START Data provided

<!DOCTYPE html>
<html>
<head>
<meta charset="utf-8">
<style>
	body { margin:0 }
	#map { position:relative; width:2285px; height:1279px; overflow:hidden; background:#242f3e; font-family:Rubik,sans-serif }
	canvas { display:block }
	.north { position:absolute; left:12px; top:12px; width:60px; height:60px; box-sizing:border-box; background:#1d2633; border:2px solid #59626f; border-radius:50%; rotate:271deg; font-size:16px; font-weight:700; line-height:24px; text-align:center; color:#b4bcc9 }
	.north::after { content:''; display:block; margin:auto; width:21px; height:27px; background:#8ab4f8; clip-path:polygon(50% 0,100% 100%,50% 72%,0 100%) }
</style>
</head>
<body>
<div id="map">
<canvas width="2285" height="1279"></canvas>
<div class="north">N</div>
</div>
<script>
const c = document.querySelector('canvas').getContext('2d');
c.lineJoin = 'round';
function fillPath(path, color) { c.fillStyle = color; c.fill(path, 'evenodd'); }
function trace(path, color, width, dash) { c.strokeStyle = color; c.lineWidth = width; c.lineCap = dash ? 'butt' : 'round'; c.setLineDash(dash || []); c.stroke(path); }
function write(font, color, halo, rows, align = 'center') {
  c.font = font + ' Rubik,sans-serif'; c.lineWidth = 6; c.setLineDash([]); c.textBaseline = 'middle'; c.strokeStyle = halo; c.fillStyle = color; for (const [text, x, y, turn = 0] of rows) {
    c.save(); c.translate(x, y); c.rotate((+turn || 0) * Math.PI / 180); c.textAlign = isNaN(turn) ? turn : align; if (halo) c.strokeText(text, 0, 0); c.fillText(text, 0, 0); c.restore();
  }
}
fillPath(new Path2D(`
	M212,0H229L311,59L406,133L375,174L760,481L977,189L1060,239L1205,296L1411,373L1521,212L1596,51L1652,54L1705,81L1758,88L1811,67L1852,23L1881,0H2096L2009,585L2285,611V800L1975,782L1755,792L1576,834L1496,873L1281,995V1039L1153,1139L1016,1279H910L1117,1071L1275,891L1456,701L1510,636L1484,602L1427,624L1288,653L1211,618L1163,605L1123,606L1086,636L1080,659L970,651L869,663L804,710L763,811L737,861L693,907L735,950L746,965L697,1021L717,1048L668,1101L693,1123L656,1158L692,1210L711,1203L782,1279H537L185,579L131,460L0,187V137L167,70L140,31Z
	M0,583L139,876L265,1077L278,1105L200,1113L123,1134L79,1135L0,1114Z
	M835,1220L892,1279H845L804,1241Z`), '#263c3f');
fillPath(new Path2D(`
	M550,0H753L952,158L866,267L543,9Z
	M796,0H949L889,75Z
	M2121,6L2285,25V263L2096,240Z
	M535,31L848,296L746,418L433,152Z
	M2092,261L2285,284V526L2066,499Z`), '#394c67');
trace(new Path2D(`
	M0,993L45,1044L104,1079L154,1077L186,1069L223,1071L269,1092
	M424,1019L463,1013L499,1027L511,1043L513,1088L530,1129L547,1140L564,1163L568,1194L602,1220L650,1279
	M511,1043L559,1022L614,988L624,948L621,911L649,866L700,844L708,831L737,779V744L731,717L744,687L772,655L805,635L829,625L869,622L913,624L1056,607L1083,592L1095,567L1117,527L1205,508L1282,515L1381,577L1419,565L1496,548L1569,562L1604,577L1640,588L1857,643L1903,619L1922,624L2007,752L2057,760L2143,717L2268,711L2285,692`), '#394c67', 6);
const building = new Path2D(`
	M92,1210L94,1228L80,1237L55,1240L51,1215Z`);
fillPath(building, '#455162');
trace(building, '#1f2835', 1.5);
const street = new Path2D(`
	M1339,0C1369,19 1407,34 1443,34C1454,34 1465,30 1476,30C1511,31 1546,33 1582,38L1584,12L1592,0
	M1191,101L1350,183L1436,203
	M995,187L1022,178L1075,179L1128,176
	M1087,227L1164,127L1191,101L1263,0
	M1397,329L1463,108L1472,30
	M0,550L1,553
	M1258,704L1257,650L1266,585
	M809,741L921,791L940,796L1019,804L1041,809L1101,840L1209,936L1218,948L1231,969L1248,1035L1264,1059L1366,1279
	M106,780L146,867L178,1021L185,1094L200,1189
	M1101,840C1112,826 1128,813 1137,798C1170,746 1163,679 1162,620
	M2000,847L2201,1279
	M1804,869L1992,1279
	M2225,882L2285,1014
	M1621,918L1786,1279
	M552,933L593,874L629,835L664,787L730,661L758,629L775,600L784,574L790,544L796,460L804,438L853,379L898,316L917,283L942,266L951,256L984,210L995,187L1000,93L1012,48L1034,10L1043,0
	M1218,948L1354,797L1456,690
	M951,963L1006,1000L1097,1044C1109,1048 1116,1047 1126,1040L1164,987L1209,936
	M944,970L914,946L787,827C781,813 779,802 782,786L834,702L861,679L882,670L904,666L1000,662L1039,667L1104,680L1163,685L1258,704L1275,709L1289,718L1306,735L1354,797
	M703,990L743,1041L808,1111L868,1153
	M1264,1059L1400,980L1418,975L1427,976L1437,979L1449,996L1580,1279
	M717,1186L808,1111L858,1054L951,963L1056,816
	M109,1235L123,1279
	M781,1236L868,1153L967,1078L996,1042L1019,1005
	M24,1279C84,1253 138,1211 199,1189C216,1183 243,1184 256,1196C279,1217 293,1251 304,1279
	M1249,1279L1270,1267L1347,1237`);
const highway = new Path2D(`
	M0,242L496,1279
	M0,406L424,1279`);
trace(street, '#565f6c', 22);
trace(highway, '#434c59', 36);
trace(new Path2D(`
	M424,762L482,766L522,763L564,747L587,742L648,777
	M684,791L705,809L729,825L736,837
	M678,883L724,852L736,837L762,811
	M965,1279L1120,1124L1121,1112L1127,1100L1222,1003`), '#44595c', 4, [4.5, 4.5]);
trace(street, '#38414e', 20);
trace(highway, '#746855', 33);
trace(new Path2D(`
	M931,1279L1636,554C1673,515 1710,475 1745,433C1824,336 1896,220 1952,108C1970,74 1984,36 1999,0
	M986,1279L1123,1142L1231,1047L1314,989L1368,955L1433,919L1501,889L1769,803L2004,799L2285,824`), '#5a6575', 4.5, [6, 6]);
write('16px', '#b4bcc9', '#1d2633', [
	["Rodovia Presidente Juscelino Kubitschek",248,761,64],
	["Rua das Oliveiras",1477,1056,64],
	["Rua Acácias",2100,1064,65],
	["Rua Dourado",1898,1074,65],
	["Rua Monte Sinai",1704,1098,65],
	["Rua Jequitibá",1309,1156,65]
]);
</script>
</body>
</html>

END Data provided

# Task description
Read the data above. Pull out each line in which the string "strokeStyle" appears.

# Answer to this exercise
function trace(path, color, width, dash) { c.strokeStyle = color; c.lineWidth = width; c.lineCap = dash ? 'butt' : 'round'; c.setLineDash(dash || []); c.stroke(path); }
  c.font = font + ' Rubik,sans-serif'; c.lineWidth = 6; c.setLineDash([]); c.textBaseline = 'middle'; c.strokeStyle = halo; c.fillStyle = color; for (const [text, x, y, turn = 0] of rows) {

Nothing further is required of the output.